Noite tenebrosa cobriu seus olhos, desabou para trás, e a alma se evolou. Lançou da
cabeça, distante, as faixas cintilantes, diadema, touca, fita trançada e o véu que a dourada
Afrodite lhe deu no dia em que Heitor de penacho vibrante a conduziu como esposo do palácio
de Etíon, quando este concedeu-lhe incontáveis dotes. Por outro lado, as cunhadas e esposas
dos irmãos de Heitor ficaram de pé, aos montes, as quais a detinham entre si desolada a ponto
de morrer. Feito isso, quando tomou fôlego e voltou a si, falou com ímpeto, pranteando às
Troianas:
« Heitor, desafortunada de mim! nascemos ambos numa mesma sina: tu, no meio
palaciano de Príamo, em Tróia; já eu, ao sopé de Placo, na silvestre Tebas, no palácio de Etíon,
que me criou desde pequena, pai infortunado de uma infeliz.
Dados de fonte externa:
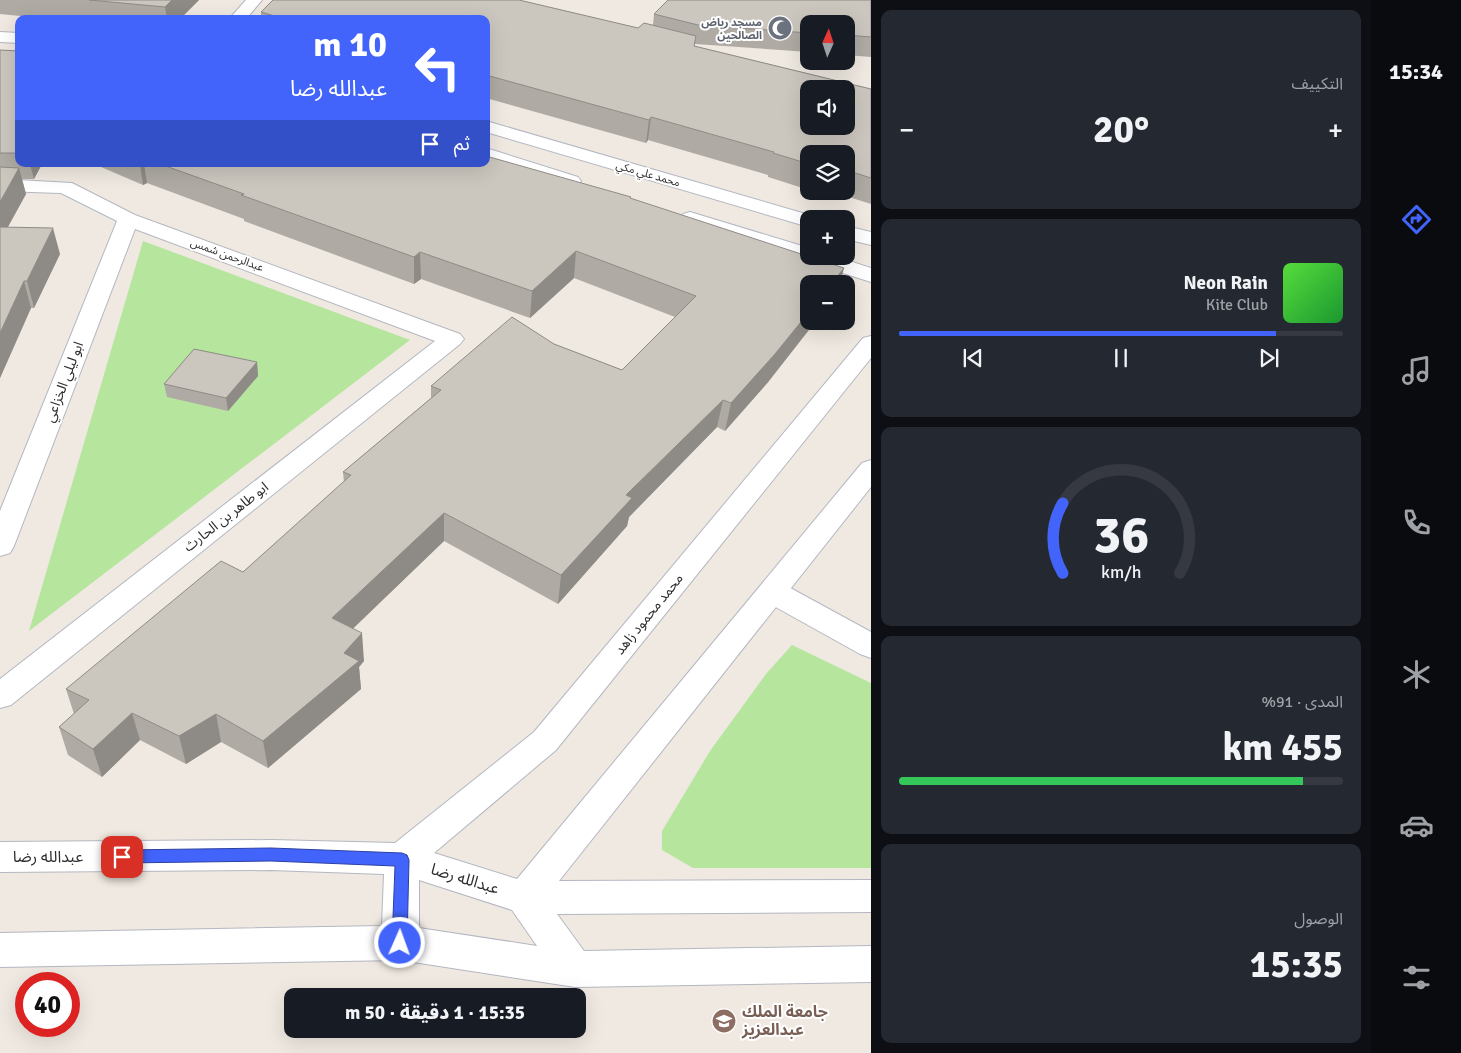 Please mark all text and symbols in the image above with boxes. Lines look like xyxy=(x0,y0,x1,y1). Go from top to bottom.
mosque icon: مسجد رياض الصالحين xyxy=(767,15,793,41)
north arrow xyxy=(800,15,855,70)
map controls xyxy=(800,15,855,330)
place label: مسجد رياض الصالحين xyxy=(701,16,762,42)
text: 10 m xyxy=(313,23,387,66)
icon: left xyxy=(405,35,470,100)
text: 15:34 xyxy=(1389,58,1443,85)
text: التكييف xyxy=(1291,74,1343,94)
text: عبدالله رضا xyxy=(290,75,387,102)
button: sound xyxy=(800,80,855,135)
text: 20° xyxy=(1093,106,1149,153)
text: − xyxy=(899,113,914,147)
text: + xyxy=(1328,113,1343,147)
icon: arrive xyxy=(416,130,444,158)
text: ثم xyxy=(454,132,470,156)
button: layers xyxy=(800,145,855,200)
street label: محمد علي مكي xyxy=(614,159,682,192)
icon: directions xyxy=(1399,202,1434,237)
button: + xyxy=(800,210,855,265)
street label: عبدالرحمن شمس xyxy=(189,236,266,274)
text: Neon Rain xyxy=(1183,271,1268,295)
button: − xyxy=(800,275,855,330)
text: Kite Club xyxy=(1206,295,1268,315)
street label: ابو ليلي الخزاعي xyxy=(41,339,89,426)
icon: previous xyxy=(959,344,987,372)
icon: pause xyxy=(1107,344,1135,372)
icon: next xyxy=(1255,344,1283,372)
icon: music xyxy=(1399,353,1434,388)
street label: ابو طاهر بن الحارث xyxy=(180,479,272,555)
text: 36 xyxy=(1093,503,1149,567)
icon: phone xyxy=(1399,505,1434,540)
text: km/h xyxy=(1101,561,1141,583)
street label: محمد محمود زاهد xyxy=(611,570,687,658)
icon: climate xyxy=(1399,657,1434,692)
text: المدى · 91% xyxy=(1261,692,1343,712)
text: 455 km xyxy=(1222,724,1343,771)
icon: car xyxy=(1399,808,1434,843)
pin xyxy=(101,836,143,878)
icon: arrive xyxy=(108,843,136,871)
street label: عبدالله رضا xyxy=(13,847,83,867)
street label: عبدالله رضا xyxy=(428,859,502,899)
text: الوصول xyxy=(1294,909,1343,929)
position arrow xyxy=(373,916,425,968)
text: 15:35 xyxy=(1250,941,1343,988)
icon: filters xyxy=(1399,960,1434,995)
speed limit sign: 40 xyxy=(15,972,80,1037)
text: 15:35 · 1 دقيقة · 50 m xyxy=(345,1001,525,1025)
place label: جامعة الملك عبدالعزيز xyxy=(741,1002,828,1040)
school or university icon: جامعة الملك عبدالعزيز xyxy=(711,1008,737,1034)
Como não devia ter eu nascido!
Agora, vais para os domínios do Hades, sob as profundezas da terra, e me deixas num luto
abominável, viúva nos salões. Teu filho é apenas uma criança, que geramos tu e eu
desventurados. Nem tu estarás com ele, Heitor querido, nem ele contigo, já que morreste. De
fato, ainda que fuja da guerra dos Aqueus, que derramou muitas lágrimas, sempre haverá
penas e padecimentos, no futuro, pois outrem pilharão sua lavoura; o dia de orfandade o
torna, em absoluto, uma criança sem amigos de sua mesma idade: não faz senão abaixar a
cabeça a tudo; senão estarem em lágrimas as faces; carente, a criança recorre aos amigos do
pai, puxando um pelo manto, outro, pela túnica.
Versos 492-515
Vindo a se apiadar, um deles lhe oferece um pequenino copo: umedece os lábios, mas não
o palato. Uma criança que tem ambos os pais o expulsa de um banquete, às pancadas com as
mãos e increpando injúrias: « Desaparece! Teu pai não está ao banquete conosco! » Criança,
pois, Astíanax corre choroso para o colo da mãe viúva, ele que, antes, era de comer sobre os
joelhos de seu pai somente tutano e gordura cevada de ovelhas. Por fim, quando o sono lhe
viesse e parasse de brincar, dormia bem, no leito, nos braços duma ama, numa cama macia,
repleto de alegrias no coração. E agora, Astíanax, o qual os Troianos chamam por alcunha,
deve sofrer muitas coisas, estando afastado do amado pai; pois foste o único a lhes proteger
os portões e a extensa muralha. E agora ávidos vermes te devorarão à margem das recurvas
naus, longe de teus pais, nu, quando cães se saciarem contigo. É que tuas vestes repousam nos
salões, finas e elegantes, confeccionadas por mãos de mulheres. Mas te digo: hei de cremá-las
todas em fogo ardente – de nada te valem –, já que não descansarás nelas. Mas diante dos
Troianos e Troianas terás a glória. »
Assim disse, chorando, ao que as mulheres gemeram.